Утром Богуш посмотрел в зеркало – и ужаснулся. Многие мужчины за пятьдесят в утренней седой щетине выглядят как древние, пожеванные жизнью деды, но он не ожидал, что это случится с ним так скоро. Да еще фонарь, который привел Надю в ужас. Собственно, из-за такой ерунды, как фингал под глазом, они наконец основательно поругались. Держались, держались – и не вынесли напряжения.

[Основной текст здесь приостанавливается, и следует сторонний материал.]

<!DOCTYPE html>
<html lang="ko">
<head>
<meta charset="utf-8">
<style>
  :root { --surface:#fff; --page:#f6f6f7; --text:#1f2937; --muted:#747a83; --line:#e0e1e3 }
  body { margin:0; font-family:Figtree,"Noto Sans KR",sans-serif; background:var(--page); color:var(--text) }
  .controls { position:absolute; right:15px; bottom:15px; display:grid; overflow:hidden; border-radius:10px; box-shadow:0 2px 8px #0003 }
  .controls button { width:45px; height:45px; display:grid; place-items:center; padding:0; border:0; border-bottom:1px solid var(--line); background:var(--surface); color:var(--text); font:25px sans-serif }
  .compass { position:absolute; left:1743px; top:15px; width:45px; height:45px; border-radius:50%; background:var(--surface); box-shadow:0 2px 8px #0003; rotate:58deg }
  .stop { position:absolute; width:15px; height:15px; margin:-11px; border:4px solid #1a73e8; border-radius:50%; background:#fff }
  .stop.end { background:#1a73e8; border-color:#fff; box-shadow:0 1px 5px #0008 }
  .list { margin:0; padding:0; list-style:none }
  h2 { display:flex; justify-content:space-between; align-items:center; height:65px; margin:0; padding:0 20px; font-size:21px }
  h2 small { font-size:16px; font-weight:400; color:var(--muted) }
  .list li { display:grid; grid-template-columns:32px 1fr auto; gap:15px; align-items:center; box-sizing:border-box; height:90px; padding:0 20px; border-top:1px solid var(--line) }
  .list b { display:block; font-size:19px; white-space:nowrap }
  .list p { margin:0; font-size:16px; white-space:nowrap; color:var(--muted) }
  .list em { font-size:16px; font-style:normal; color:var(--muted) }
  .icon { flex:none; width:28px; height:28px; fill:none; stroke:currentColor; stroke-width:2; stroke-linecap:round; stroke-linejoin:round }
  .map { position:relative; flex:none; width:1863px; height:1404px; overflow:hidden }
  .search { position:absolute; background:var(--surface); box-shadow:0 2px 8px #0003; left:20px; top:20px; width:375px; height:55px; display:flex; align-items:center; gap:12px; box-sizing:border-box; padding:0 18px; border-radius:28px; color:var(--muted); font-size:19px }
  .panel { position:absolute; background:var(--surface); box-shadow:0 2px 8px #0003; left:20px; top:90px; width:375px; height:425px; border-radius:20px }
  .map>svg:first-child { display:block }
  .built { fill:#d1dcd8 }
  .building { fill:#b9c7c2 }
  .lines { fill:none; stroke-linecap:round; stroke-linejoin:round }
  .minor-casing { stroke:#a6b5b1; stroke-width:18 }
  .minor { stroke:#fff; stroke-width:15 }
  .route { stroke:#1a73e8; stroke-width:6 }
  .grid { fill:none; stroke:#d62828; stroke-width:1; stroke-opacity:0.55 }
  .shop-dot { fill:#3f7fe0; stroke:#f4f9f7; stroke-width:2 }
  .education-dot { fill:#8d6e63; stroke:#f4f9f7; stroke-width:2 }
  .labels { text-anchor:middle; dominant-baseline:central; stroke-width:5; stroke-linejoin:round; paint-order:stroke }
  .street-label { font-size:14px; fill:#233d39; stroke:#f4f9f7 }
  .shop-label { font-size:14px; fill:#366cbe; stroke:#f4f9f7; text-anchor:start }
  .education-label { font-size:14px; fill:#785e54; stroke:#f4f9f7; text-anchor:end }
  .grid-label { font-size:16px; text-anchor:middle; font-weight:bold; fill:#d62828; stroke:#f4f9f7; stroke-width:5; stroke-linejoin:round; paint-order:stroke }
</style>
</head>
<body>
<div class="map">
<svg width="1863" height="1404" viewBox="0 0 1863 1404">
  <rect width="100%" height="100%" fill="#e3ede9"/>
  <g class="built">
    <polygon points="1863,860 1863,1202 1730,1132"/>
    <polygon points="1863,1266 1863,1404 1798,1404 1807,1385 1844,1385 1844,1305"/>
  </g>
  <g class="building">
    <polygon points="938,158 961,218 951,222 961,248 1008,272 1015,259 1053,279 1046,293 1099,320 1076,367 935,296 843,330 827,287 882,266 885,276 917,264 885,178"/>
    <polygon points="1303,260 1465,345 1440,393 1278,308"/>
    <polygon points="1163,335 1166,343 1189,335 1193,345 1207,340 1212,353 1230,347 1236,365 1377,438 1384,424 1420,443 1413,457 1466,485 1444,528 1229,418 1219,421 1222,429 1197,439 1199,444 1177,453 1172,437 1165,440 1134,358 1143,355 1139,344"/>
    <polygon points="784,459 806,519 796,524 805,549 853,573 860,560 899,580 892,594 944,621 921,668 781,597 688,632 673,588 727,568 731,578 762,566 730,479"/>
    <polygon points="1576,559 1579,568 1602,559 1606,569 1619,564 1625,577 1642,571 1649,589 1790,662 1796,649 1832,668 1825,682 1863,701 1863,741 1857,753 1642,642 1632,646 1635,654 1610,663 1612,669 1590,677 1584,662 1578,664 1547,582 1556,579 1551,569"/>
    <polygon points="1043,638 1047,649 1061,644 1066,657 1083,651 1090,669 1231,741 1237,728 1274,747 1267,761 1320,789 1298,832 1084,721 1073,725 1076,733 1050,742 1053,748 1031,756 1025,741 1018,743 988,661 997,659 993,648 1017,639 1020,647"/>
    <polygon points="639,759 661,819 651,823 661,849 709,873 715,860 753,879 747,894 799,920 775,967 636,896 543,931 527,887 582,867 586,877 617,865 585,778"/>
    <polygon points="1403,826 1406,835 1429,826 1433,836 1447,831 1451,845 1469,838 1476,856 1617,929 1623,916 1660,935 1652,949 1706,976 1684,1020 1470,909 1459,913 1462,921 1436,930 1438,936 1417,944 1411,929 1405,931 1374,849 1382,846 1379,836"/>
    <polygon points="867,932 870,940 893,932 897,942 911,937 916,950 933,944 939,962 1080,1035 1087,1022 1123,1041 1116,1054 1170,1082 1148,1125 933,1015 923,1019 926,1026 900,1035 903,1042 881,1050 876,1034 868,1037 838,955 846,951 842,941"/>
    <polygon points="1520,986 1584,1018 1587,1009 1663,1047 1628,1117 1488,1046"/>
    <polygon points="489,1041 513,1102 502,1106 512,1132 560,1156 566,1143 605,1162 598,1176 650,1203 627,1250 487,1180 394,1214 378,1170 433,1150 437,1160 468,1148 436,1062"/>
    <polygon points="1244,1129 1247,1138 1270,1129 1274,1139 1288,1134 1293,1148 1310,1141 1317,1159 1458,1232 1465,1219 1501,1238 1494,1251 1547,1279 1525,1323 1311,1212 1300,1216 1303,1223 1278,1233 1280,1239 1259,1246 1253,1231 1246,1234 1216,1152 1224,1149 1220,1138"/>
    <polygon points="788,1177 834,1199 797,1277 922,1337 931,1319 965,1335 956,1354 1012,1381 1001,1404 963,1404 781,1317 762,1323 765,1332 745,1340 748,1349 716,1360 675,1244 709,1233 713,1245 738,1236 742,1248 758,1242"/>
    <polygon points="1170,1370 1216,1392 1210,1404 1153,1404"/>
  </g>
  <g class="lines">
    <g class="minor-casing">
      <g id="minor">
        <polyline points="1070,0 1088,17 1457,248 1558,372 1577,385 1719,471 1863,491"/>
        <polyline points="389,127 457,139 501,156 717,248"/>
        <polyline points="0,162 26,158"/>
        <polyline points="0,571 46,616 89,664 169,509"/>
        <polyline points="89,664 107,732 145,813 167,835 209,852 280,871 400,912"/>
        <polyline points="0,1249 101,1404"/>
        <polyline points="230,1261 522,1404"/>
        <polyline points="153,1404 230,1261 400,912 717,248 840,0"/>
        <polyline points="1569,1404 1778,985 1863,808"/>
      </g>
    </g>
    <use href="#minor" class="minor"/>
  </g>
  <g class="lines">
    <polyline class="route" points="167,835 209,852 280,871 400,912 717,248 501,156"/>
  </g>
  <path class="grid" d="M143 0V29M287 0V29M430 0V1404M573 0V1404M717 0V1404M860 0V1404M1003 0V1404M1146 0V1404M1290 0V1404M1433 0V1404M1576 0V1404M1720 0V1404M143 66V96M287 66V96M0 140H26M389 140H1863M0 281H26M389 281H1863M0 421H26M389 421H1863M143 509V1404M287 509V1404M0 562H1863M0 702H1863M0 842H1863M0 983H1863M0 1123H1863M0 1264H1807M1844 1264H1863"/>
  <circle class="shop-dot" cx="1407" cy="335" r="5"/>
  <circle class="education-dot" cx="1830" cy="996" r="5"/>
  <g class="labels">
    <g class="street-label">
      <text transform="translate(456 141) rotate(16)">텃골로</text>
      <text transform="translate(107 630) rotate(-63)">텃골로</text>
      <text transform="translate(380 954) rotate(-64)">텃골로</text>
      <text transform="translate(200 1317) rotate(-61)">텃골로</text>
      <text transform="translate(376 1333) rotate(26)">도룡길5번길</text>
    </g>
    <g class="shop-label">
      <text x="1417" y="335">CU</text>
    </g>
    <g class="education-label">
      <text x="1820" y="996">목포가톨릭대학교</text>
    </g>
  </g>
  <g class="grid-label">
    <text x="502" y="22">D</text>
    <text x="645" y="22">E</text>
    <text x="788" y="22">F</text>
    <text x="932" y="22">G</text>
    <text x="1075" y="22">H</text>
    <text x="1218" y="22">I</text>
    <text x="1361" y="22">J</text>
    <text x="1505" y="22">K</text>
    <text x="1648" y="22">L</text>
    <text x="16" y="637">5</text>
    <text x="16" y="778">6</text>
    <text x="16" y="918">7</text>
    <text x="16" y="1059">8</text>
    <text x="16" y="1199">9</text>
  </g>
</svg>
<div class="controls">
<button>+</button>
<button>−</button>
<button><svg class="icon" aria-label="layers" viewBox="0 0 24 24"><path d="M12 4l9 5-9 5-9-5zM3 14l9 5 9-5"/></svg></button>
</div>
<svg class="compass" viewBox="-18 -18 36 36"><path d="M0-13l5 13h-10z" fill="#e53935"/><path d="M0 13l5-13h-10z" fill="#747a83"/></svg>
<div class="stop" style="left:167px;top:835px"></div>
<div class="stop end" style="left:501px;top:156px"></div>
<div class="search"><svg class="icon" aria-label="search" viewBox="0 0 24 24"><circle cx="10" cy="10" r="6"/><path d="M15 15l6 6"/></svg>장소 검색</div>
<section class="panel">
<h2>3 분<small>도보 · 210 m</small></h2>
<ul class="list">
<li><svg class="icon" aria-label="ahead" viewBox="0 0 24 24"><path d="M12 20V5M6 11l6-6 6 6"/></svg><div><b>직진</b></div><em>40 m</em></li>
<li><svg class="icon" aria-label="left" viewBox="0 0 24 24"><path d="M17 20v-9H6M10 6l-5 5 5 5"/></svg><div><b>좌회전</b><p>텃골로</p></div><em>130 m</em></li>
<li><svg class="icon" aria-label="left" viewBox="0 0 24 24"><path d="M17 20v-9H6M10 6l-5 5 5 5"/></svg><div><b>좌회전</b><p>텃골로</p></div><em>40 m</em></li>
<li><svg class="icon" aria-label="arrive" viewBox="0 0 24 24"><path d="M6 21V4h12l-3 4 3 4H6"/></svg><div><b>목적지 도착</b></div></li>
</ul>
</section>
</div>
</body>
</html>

Богуш обвинил Надю в том, что она и только она потворствовала Геркиным затеям со «способностями». Так ведь и было – пока факт «способностей» не подтвердили два мошенника. А если бы Надя вела себя чуть умнее – парень не пошел бы слоняться по всяким идиотским гадальным салонам и не напоролся бы на Буханцева с Золотовым, или как там их зовут на самом деле.
Надя сперва плакала и бестолково отбивалась, потом перешла в нападение. А чего другого ждать от мальчишки, который вырос фактически без отца, кричала она, чего другого ждать от ребенка, на которого вдруг свалились сперва слава, потом – позор?! В чем-то она была права, но ее правота еще больше разозлила мужа. Сын пропадает непонятно где – а она припоминает какие-то давние склоки…
Он хотел еще напомнить про деньги. Сейчас, когда Богуш уже третий, чтоб не соврать, месяц не показывался у себя в прокуратуре, он не имел ни своей законной зарплаты, ни тех поступлений в конвертах, которые уже чуть ли не планировал – настолько регулярно они находили его. Дикий образ жизни, с гостиницами и переездами, требовал немалых расходов, да еще московский провал был щедро оплачен… А жене даже на ум не приходит спросить – Гриша, как там у нас с деньгами?
Но до таких упреков Богуш еще не мог унизиться. Пока денег хватало. Пока – хватало… В конце концов, он мог вернуться домой и что-то сделать с квартирами. Либо продать наконец Надину, либо ту, роскошную и практически полностью отделанную, в которую вложена куча денег. Он мог продать машину – все равно планировал вскоре купить новую, а эту отдать Герке. Но он не мог вырваться домой, потому что самая жизнь сына была теперь в опасности, а мать не станет ходить ночью вокруг всяких сомнительных заведений и выслеживать обколотую молодежь; все, на что она способна, – это сидеть в гостиничном номере перед галдящим телевизором и утирать слезы с соплями!..
В какую-то минуту удача улыбнулась – Богуш высмотрел-таки знакомую по первому Геркиному притону девчонку, пошел за ней следом и понял, где отсиживается сын.
По природе Богуш был человеком решительным. На сей раз он действовал быстро и четко. Акция по изъятию Герки из Протасова завершилась успешно. Взяв пару уже прикормленных ментов, он выдернул совершенно никакого сына из грязнейшей постели, даже не дал одеться, а закинул в патрульную машину и доставил на вокзал, где в купе ночного поезда ждала Надя. Штаны и куртку, ботинки и шапку приобрести можно где угодно, хоть в привокзальном киоске!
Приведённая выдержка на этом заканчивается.